The response should be the data again, identical in every line.

Supplied material

————

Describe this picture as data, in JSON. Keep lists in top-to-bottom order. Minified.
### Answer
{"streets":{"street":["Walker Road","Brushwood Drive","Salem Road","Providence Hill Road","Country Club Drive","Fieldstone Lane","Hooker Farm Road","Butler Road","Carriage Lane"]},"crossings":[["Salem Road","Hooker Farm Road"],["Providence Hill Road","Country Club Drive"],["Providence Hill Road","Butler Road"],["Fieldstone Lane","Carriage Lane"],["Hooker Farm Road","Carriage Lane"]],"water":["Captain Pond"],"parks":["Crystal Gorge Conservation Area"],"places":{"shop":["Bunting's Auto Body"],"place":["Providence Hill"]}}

————

Task response
Describe this picture as data, in JSON. Keep lists in top-to-bottom order. Minified.
### Answer
{"streets":{"street":["Walker Road","Brushwood Drive","Salem Road","Providence Hill Road","Country Club Drive","Fieldstone Lane","Hooker Farm Road","Butler Road","Carriage Lane"]},"crossings":[["Salem Road","Hooker Farm Road"],["Providence Hill Road","Country Club Drive"],["Providence Hill Road","Butler Road"],["Fieldstone Lane","Carriage Lane"],["Hooker Farm Road","Carriage Lane"]],"water":["Captain Pond"],"parks":["Crystal Gorge Conservation Area"],"places":{"shop":["Bunting's Auto Body"],"place":["Providence Hill"]}}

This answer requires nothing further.